Bayesian Neighborhood Adaptation for Graph Neural Networks
Paribesh Regmi, Rui Li, Kishan K C
TL;DR
This work tackles the challenge of automatically determining the optimal neighborhood scope for message passing in graph neural networks. It introduces a Bayesian framework that treats hop expansion as a nonparametric beta-process prior over infinite neighborhoods, with feature-level masking governed by a conjugate Bernoulli process and variational inference to jointly learn hop contributions and GNN parameters. Theoretical expressivity analyses show that the method mitigates depth-related feature collapse and expands representational capacity, while empirical results demonstrate improved accuracy and well-calibrated predictions across both homophilic and heterophilic graphs, including large-scale datasets and a biomolecular network. The approach is compatible with a range of GNN variants and provides a principled, scalable mechanism for adaptive neighborhood aggregation with uncertainty quantification, enabling more robust and interpretable graph learning.
Abstract
The neighborhood scope (i.e., number of hops) where graph neural networks (GNNs) aggregate information to characterize a node's statistical property is critical to GNNs' performance. Two-stage approaches, training and validating GNNs for every pre-specified neighborhood scope to search for the best setting, is a time-consuming task and tends to be biased due to the search space design.
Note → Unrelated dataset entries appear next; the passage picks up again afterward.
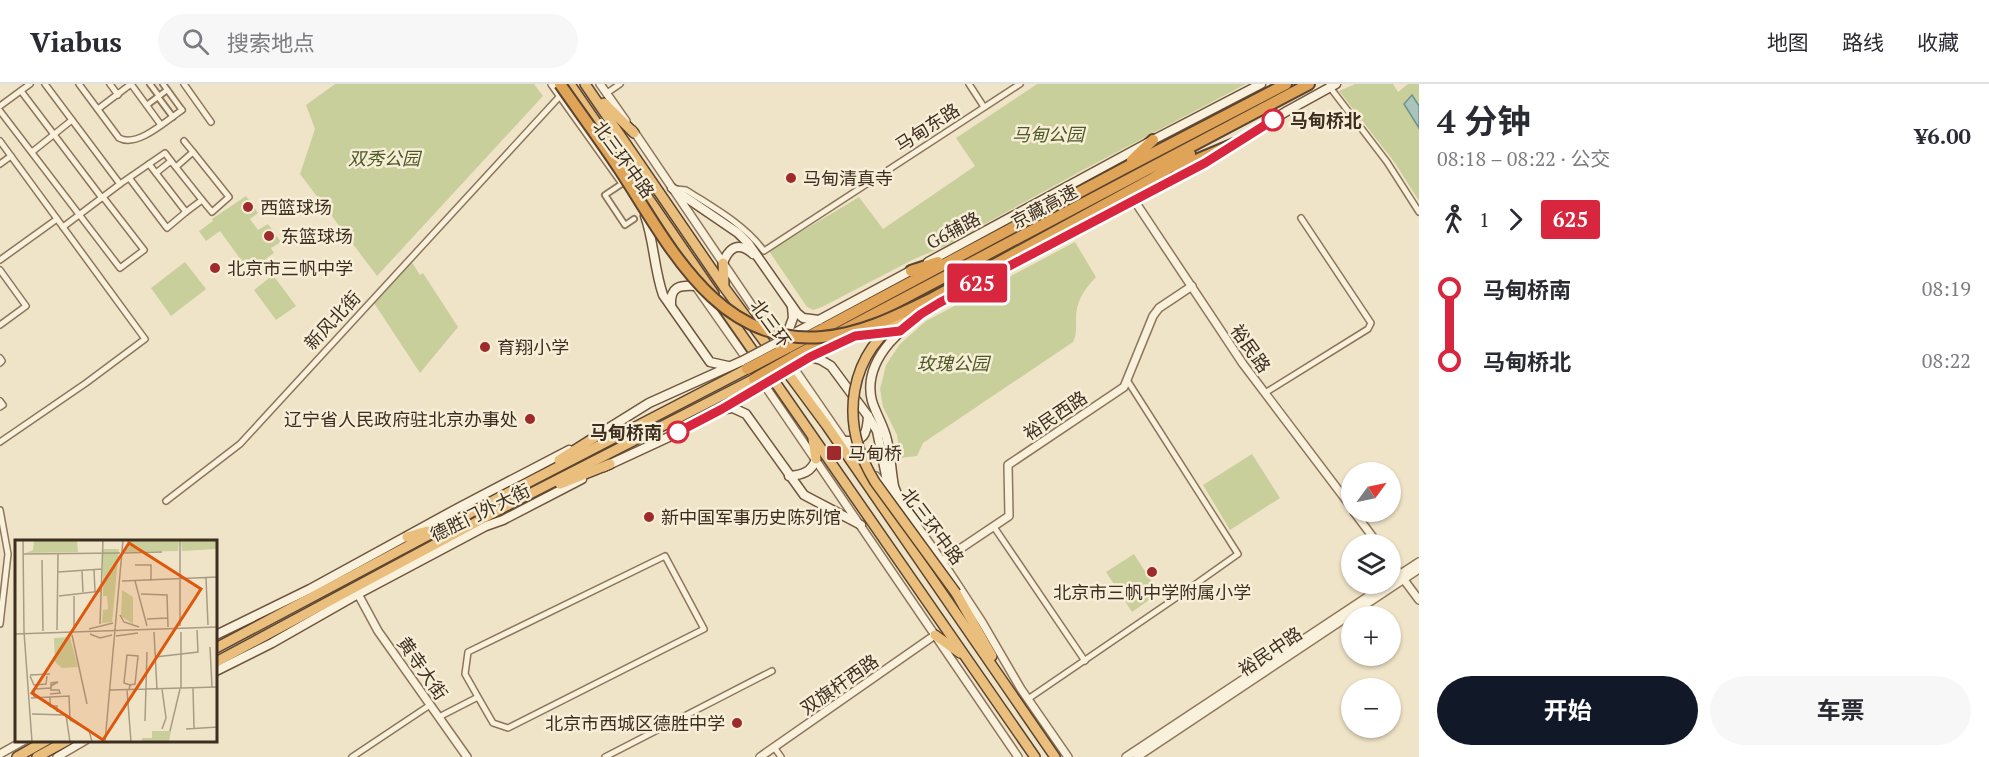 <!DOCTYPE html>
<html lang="zh">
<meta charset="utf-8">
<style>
body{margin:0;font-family:"PT Serif","Noto Sans SC",serif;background:#f7f7f7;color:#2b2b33;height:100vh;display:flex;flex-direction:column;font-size:22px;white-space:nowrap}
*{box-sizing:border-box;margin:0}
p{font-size:20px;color:#7c7c81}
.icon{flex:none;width:33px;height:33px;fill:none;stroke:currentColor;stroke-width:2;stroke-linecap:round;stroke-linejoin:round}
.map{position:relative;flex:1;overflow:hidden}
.panel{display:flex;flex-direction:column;background:#fff;width:570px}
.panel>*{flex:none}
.badge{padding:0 12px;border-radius:4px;font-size:21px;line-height:39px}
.needle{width:39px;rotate:57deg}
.fabs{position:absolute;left:1341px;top:378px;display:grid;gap:12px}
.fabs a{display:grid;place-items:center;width:60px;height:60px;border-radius:50%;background:#fff;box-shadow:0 2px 4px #0004;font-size:30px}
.map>.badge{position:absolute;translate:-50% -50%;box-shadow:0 0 0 3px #fff}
.legs{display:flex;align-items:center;gap:9px;height:66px;padding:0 18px;font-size:20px}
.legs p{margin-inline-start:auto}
.head{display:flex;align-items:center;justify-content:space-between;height:102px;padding:0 18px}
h1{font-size:33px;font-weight:700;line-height:45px}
.primary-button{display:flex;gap:12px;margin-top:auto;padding:12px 18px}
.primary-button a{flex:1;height:69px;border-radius:36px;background:#111827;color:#fff;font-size:24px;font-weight:700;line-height:69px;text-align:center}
.primary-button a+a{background:#f7f7f7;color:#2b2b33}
ul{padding:0 18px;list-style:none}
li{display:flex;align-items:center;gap:21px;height:72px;font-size:22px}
li i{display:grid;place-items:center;width:9px;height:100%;margin:0 8px;background:currentColor}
li i::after{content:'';width:15px;height:15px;margin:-8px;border:4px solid;border-radius:50%;background:#fff}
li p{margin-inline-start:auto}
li:first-child i{background:linear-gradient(#0000 50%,currentColor 0)}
li:last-child i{background:linear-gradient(currentColor 50%,#0000 0)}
header{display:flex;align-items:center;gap:36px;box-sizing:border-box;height:84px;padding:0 30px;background:#fff;border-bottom:2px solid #e1e1e2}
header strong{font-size:28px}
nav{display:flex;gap:33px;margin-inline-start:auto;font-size:21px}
.search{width:420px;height:54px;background:#f7f7f7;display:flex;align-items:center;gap:15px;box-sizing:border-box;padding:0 21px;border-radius:33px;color:#7c7c81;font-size:22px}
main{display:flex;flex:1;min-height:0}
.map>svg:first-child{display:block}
</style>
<header>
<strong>Viabus</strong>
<div class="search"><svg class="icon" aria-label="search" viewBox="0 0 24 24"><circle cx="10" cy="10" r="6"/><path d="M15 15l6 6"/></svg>搜索地点</div>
<nav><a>地图</a><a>路线</a><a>收藏</a></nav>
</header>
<main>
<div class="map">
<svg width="1419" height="673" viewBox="0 0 1419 673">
<rect width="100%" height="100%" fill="#f0e4c8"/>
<g fill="#c9cf9b">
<path d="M335 0H534L543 12 377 192 300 90 315 45 306 21Z"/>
<path d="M1037 0H1246L1083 86 943 163 914 175 822 223 813 226 807 223 769 167 859 113 883 145 975 82 956 54Z"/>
<path d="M1355 0H1393L1398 8 1408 0H1419V117L1395 79 1339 7Z"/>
<path d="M246 112 258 129 250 135 258 146 268 140 281 158 271 164 274 169 249 187 220 147 206 157 199 147 213 137 212 135Z"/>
<path d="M1075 158 1096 193C1084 206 1076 217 1076 235 1076 244 1077 250 1073 258L923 359 917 372 900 374 897 351 883 323 880 305 886 281 900 260 926 237Z"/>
<path d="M411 177 420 191 423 189 458 243 420 289 374 219Z"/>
<path d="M185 178 206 205 171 232 151 204Z"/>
<path d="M273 191 296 222 276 236 254 206Z"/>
<path d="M1252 370 1280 414 1230 446 1203 401Z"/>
<path d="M1134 470 1159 509 1132 528 1106 488Z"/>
</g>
<path fill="#a9c4bc" stroke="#6f938a" stroke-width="1.5" d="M1412 11 1419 22V44L1404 20Z"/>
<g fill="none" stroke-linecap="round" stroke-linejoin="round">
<defs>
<g id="pedestrian">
<path d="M150 0 159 12"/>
<path d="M163 0 182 26"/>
<path d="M158 13 173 33"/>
<path d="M147 21 167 6"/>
<path d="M623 99 605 111 625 141 634 135"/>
</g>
<g id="minor">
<path d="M45 0 120 100 63 143"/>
<path d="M79 0 119 54C137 64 166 37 182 26"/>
<path d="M110 0 118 11"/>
<path d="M184 0 211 38"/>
<path d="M969 0 984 23"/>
<path d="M1329 2 1387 78 1419 128"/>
<path d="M21 7 102 114"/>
<path d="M607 9 620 0"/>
<path d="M0 22 30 0"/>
<path d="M98 25 131 0 161 41"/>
<path d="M0 27 120 184 144 166 103 113"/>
<path d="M0 57 145 255 86 299 0 358"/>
<path d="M184 57 193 68"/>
<path d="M32 68 72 36"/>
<path d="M0 80 11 72"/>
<path d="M149 80 165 69 171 77"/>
<path d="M176 83 193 68 229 113 212 128 202 116"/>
<path d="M156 89 171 77 202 116 186 128"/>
<path d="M120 100 149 80 186 128 167 144 130 95"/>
<path d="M676 105 686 106C714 124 744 140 764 167L1020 0"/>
<path d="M0 176 57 135"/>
<path d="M0 186 26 222 0 241"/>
<path d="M0 274 2 277 0 279"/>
<path d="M1265 309 1368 245 1371 239 1301 134"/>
<path d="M0 317 3 321 0 323"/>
<path d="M166 417 240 360 560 12"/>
<path d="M0 426 8 470 0 540"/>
<path d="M994 443 1085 577"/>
<path d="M1028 615 1183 509 1238 470 1127 296"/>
<path d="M439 633 478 613 493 639 508 644 704 545 665 472 468 568 465 590 478 613"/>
<path d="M774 663 781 673"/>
<path d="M352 673 430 621"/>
<path d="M605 673 772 587"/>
</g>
<g id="tertiary">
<path d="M552 0 622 98"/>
<path d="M600 0 626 37"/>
<path d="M633 46 780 263"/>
<path d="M1134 116 1243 280 1352 424"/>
<path d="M694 200 748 277"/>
<path d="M791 280 844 357 862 377"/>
<path d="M761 296 1018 673"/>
<path d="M876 392 904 423 942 477 982 538 1021 605 1068 673"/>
<path d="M1354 428 1378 460"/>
<path d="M942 477 1009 432 1008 381 1124 303 1153 232 1159 224 1192 202"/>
<path d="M1390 477 1419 516"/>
<path d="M1390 497 1419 478"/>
<path d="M358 510 378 547 467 673"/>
<path d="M0 670 25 656"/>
<path d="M57 673 86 656"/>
<path d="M760 673 935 551"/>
<path d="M1126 673 1387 500"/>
<path d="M1137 673 1419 485"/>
</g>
<g id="secondary">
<path d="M1231 62 1287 27 1336 0"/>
<path d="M672 104 738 149 748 159 797 229 803 234 819 236"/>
<path d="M645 132C654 157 654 185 663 211L710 278 728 282"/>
<path d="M928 178 1153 56 1261 0"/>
<path d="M723 179C729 163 739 157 753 170"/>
<path d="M671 221C670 203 679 201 695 202"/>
<path d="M791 251 914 185"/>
<path d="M786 253 793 234 792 223"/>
<path d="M810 273 821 276 831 282 868 332 877 347 889 407"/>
<path d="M797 280 855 252 890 248"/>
<path d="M725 325 733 324 746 330 804 411 861 441"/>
<path d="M596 352 649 319 742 277"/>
<path d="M844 357C864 358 867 351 868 332"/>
<path d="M604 383 671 352 722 325 759 302"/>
<path d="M789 392C802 391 812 388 816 375"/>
<path d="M904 423C901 417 896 409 894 402 891 387 891 371 887 356 884 342 876 330 872 317 861 274 907 238 939 219L1205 79 1218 71"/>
<path d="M216 551 310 505 458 424 569 366"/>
<path d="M216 587 272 559 358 510 486 442 503 436 582 395"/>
</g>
<g id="trunk">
<path d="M570 0 714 210"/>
<path d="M585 0 724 203 827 342 1055 673"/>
<path d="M604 19 634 49"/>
<path d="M723 179 724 200"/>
<path d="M723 224 760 277"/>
<path d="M768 288 1035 673"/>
<path d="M813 355 816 375"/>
<path d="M559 376 600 350"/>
<path d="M560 400 610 380"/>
<path d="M407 453 427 447"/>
<path d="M956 509 992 572"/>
<path d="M935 551 960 569"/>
<path d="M216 564 504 411 747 285"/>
<path d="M216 578 510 420 754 295"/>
<path d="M17 673 47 656"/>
<path d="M37 673 68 656"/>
</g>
<g id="motorway">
<path d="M1132 76 1153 56"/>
<path d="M1177 84 1234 60"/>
<path d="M911 187 938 178"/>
<path d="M933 214 1152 95 1190 70"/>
<path d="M787 264 1123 85 1286 0"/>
<path d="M793 273 1309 0"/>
</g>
</defs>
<use href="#pedestrian" stroke="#8d765c" stroke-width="8"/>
<use href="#minor" stroke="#8d765c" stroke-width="8"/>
<use href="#tertiary" stroke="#8d765c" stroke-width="10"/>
<use href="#secondary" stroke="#6f573f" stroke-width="11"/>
<use href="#trunk" stroke="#5b4430" stroke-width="12"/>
<use href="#motorway" stroke="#5b4430" stroke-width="14"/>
<use href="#pedestrian" stroke="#faf1dc" stroke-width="4.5"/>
<use href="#minor" stroke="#faf1dc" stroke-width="5"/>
<use href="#tertiary" stroke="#faf1dc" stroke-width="7"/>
<use href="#secondary" stroke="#faf1dc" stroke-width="8"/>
<use href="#trunk" stroke="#eabe7c" stroke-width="9"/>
<use href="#motorway" stroke="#e0a458" stroke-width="10"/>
<defs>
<g id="secondary-bridge">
<path d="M742 277 782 256"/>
<path d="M759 302 797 280"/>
</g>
<path id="trunk-bridge" d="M908 230C847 269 838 338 875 398L956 509"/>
<g id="motorway-bridge">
<path d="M560 0C580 29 601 57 620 86 669 161 717 262 822 253 862 250 898 231 933 214"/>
<path d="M747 285 787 264"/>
<path d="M754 295 793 273"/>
</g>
</defs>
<use href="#secondary-bridge" stroke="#6f573f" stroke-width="11" stroke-linecap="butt"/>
<use href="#trunk-bridge" stroke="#5b4430" stroke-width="12" stroke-linecap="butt"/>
<use href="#motorway-bridge" stroke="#5b4430" stroke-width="14" stroke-linecap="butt"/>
<use href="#secondary-bridge" stroke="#faf1dc" stroke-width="8"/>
<use href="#trunk-bridge" stroke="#eabe7c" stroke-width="9"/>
<use href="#motorway-bridge" stroke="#e0a458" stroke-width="10"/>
</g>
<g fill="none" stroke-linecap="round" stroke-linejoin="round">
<defs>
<path id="line-1" d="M678 348 722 325 810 273 855 252 900 247 921 230 939 219 1205 79 1273 36"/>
</defs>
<use href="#line-1" stroke="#fff" stroke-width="14"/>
<use href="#line-1" stroke="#d7263d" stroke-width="9"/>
</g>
<g fill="#fff" stroke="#d7263d" stroke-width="3">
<circle cx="1273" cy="36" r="10"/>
<circle cx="678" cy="348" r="10"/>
</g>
<g fill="#9e2a2b" stroke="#f7eed8" stroke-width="2">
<circle cx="791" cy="94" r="6"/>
<circle cx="248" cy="123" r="6"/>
<circle cx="269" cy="152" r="6"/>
<circle cx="215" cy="184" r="6"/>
<circle cx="485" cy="263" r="6"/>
<circle cx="530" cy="335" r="6"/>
<rect x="826" y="361" width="16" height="16" rx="3"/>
<circle cx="649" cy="433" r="6"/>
<circle cx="1152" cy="488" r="6"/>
<circle cx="737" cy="639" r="6"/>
</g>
<g text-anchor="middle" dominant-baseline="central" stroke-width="5" stroke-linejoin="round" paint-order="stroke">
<g font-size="18" font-weight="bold" fill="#3d2e20" stroke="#f7eed8" text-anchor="start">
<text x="1290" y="36">马甸桥北</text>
<text x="662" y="348" text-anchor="end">马甸桥南</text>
</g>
<g font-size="18" fill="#3d2e20" stroke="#f7eed8">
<text transform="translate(927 43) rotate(-33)">马甸东路</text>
<text transform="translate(624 75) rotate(54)">北三环中路</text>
<text transform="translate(1044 122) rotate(-28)">京藏高速</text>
<text transform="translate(953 146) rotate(-28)">G6辅路</text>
<text transform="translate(332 236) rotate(-47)">新风北街</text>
<text transform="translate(771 239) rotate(54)">北三环</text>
<text transform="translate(1251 264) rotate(55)">裕民路</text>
<text transform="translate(1055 331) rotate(-34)">裕民西路</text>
<text transform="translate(480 428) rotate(-26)">德胜门外大街</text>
<text transform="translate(933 442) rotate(53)">北三环中路</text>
<text transform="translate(1270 567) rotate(-34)">裕民中路</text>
<text transform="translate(423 584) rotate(55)">黄寺大街</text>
<text transform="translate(839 600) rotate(-35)">双旗杆西路</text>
</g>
<g font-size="18" font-style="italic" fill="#4d5a26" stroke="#f7eed8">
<text x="1048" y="50">马甸公园</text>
<text x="384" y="74">双秀公园</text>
<text x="953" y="279">玫瑰公园</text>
</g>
<g font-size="18" fill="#3d2e20" stroke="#f7eed8" text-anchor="start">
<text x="803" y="94">马甸清真寺</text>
<text x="260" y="123">西篮球场</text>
<text x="281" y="152">东篮球场</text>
<text x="227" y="184">北京市三帆中学</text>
<text x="497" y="263">育翔小学</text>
<text x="518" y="335" text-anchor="end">辽宁省人民政府驻北京办事处</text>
<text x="848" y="369">马甸桥</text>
<text x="661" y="433">新中国军事历史陈列馆</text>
<text x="1152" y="508" text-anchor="middle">北京市三帆中学附属小学</text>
<text x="725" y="639" text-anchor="end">北京市西城区德胜中学</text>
</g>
</g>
<g transform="translate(15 456)">
<rect width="202" height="202" fill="#f0e4c8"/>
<path d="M19 0H62L63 12 11 13 18 10ZM111 0H164L163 11 110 12 114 6ZM166 0H202V9L167 11ZM88 9H104L97 82 87 83 88 70 93 69 92 56H88ZM107 50 118 57V84L106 76ZM55 97 63 127 47 128 40 122 39 98ZM137 191H156L154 202H127V198H137Z" fill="#c9cf9b"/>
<path fill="none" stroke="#a89b85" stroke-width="1.5" d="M8 0 9 92 17 202M165 0V86M108 13 147 12M9 14 105 13M27 20 28 91M120 25H136V41M79 30 80 51M67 31 68 52M43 32 87 29M191 38 193 85M107 41 203 37M120 41 132 86M126 54 152 55 153 87M44 56 87 51M59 56V90M105 75 109 82 124 87M132 79 152 78M85 84 88 0M74 89 98 83M42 90 43 14M139 92 142 150M0 94 203 87M75 94 85 98 97 95M57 95 72 164M101 96 123 93M195 107 197 147M140 117 183 112 182 90M15 135 35 134M15 136 19 145 31 144 32 136M36 148V143L43 142 36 146M178 148 179 188M147 149 151 178 147 189M166 149V92M95 150 203 147M112 150 116 202M114 150 115 145 120 144 123 116 112 115 109 143 115 145M35 154 45 153 44 150H36M19 157V149L36 148V151M35 157V166H42V172M16 158 54 156 55 180 74 190 77 202M17 174 51 175 55 202M130 181 132 112M171 189 203 187M155 191 165 149M90 202 108 0"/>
<path fill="#df570d" fill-opacity="0.15" stroke="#df570d" stroke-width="3" d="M114 3 186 49 88 200 17 153Z"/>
<rect width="202" height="202" fill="none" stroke="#3d2e20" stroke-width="3"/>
</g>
</svg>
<div class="fabs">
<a><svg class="needle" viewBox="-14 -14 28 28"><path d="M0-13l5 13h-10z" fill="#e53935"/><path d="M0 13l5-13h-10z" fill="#7c7c81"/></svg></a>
<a><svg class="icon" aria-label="layers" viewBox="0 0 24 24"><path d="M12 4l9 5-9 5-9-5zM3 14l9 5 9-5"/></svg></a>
<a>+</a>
<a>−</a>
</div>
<b class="badge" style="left:977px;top:199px;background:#d7263d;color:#fff">625</b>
</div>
<section class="panel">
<div class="head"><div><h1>4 分钟</h1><p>08:18 – 08:22 · 公交</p></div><b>¥6.00</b></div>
<div class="legs"><svg class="icon" aria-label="walk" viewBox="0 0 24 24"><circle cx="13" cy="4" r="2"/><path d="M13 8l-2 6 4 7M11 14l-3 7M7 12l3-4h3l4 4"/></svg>1<svg class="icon" aria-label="forward" viewBox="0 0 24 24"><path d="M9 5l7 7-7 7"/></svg><b class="badge" style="background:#d7263d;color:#fff">625</b></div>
<ul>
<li><i style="color:#d7263d"></i><b>马甸桥南</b><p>08:19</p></li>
<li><i style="color:#d7263d"></i><b>马甸桥北</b><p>08:22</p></li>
</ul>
<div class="primary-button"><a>开始</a><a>车票</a></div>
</section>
</main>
How to adaptively determine proper neighborhood scopes for the aggregation process for both homophilic and heterophilic graphs remains largely unexplored. We thus propose to model the GNNs' message-passing behavior on a graph as a stochastic process by treating the number of hops as a beta process. This Bayesian framework allows us to infer the most plausible neighborhood scope for message aggregation simultaneously with the optimization of GNN parameters. Our theoretical analysis shows that the scope inference improves the expressivity of a GNN. Experiments on benchmark homophilic and heterophilic datasets show that the proposed method is compatible with state-of-the-art GNN variants, achieving competitive or superior performance on the node classification task, and providing well-calibrated predictions.